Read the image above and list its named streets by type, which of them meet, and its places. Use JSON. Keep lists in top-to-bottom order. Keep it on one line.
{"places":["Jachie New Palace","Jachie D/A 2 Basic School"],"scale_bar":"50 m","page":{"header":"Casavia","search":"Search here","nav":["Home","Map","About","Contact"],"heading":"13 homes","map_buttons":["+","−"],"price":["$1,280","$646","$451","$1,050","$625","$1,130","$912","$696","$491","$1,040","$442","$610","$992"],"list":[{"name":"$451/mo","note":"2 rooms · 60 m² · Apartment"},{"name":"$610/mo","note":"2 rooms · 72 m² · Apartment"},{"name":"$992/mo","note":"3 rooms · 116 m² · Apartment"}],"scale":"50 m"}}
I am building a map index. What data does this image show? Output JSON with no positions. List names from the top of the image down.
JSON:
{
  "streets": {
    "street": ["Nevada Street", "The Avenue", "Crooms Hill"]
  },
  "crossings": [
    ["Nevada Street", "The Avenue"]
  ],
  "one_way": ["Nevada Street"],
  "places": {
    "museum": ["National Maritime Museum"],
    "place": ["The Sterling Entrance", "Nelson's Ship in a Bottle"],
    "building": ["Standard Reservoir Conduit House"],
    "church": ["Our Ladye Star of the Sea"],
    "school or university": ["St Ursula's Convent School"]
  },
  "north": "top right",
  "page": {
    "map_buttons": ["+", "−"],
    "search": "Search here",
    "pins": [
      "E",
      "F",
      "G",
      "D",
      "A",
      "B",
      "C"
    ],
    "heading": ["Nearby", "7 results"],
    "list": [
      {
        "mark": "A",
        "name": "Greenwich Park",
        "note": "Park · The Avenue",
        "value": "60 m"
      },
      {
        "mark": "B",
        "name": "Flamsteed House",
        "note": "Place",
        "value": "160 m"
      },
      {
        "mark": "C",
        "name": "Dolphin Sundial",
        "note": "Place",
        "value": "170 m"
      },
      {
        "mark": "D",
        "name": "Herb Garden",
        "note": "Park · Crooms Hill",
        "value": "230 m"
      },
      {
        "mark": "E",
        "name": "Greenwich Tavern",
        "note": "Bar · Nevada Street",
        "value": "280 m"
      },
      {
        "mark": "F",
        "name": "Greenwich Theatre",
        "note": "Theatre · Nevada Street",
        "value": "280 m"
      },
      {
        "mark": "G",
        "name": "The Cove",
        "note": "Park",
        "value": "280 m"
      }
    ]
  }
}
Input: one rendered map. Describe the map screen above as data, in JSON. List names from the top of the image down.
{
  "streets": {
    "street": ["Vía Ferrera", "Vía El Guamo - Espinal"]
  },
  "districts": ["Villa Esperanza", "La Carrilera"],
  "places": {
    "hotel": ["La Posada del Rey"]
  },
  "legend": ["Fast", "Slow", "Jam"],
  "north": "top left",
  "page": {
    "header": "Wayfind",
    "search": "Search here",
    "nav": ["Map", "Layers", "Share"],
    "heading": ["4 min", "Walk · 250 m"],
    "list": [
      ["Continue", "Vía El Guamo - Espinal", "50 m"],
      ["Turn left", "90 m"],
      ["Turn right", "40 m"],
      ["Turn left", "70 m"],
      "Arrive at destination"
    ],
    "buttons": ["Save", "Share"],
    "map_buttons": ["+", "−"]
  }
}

- - - -

* [ABOUT THIS TASK]
Repeat each record exactly. Omit nothing.

* [RESULT OF THE TASK]
Read the image above and list its named streets by type, which of them meet, and its places. Use JSON. Keep lists in top-to-bottom order. Keep it on one line.
{"places":["Jachie New Palace","Jachie D/A 2 Basic School"],"scale_bar":"50 m","page":{"header":"Casavia","search":"Search here","nav":["Home","Map","About","Contact"],"heading":"13 homes","map_buttons":["+","−"],"price":["$1,280","$646","$451","$1,050","$625","$1,130","$912","$696","$491","$1,040","$442","$610","$992"],"list":[{"name":"$451/mo","note":"2 rooms · 60 m² · Apartment"},{"name":"$610/mo","note":"2 rooms · 72 m² · Apartment"},{"name":"$992/mo","note":"3 rooms · 116 m² · Apartment"}],"scale":"50 m"}}
I am building a map index. What data does this image show? Output JSON with no positions. List names from the top of the image down.
JSON:
{
  "streets": {
    "street": ["Nevada Street", "The Avenue", "Crooms Hill"]
  },
  "crossings": [
    ["Nevada Street", "The Avenue"]
  ],
  "one_way": ["Nevada Street"],
  "places": {
    "museum": ["National Maritime Museum"],
    "place": ["The Sterling Entrance", "Nelson's Ship in a Bottle"],
    "building": ["Standard Reservoir Conduit House"],
    "church": ["Our Ladye Star of the Sea"],
    "school or university": ["St Ursula's Convent School"]
  },
  "north": "top right",
  "page": {
    "map_buttons": ["+", "−"],
    "search": "Search here",
    "pins": [
      "E",
      "F",
      "G",
      "D",
      "A",
      "B",
      "C"
    ],
    "heading": ["Nearby", "7 results"],
    "list": [
      {
        "mark": "A",
        "name": "Greenwich Park",
        "note": "Park · The Avenue",
        "value": "60 m"
      },
      {
        "mark": "B",
        "name": "Flamsteed House",
        "note": "Place",
        "value": "160 m"
      },
      {
        "mark": "C",
        "name": "Dolphin Sundial",
        "note": "Place",
        "value": "170 m"
      },
      {
        "mark": "D",
        "name": "Herb Garden",
        "note": "Park · Crooms Hill",
        "value": "230 m"
      },
      {
        "mark": "E",
        "name": "Greenwich Tavern",
        "note": "Bar · Nevada Street",
        "value": "280 m"
      },
      {
        "mark": "F",
        "name": "Greenwich Theatre",
        "note": "Theatre · Nevada Street",
        "value": "280 m"
      },
      {
        "mark": "G",
        "name": "The Cove",
        "note": "Park",
        "value": "280 m"
      }
    ]
  }
}
Input: one rendered map. Describe the map screen above as data, in JSON. List names from the top of the image down.
{
  "streets": {
    "street": ["Vía Ferrera", "Vía El Guamo - Espinal"]
  },
  "districts": ["Villa Esperanza", "La Carrilera"],
  "places": {
    "hotel": ["La Posada del Rey"]
  },
  "legend": ["Fast", "Slow", "Jam"],
  "north": "top left",
  "page": {
    "header": "Wayfind",
    "search": "Search here",
    "nav": ["Map", "Layers", "Share"],
    "heading": ["4 min", "Walk · 250 m"],
    "list": [
      ["Continue", "Vía El Guamo - Espinal", "50 m"],
      ["Turn left", "90 m"],
      ["Turn right", "40 m"],
      ["Turn left", "70 m"],
      "Arrive at destination"
    ],
    "buttons": ["Save", "Share"],
    "map_buttons": ["+", "−"]
  }
}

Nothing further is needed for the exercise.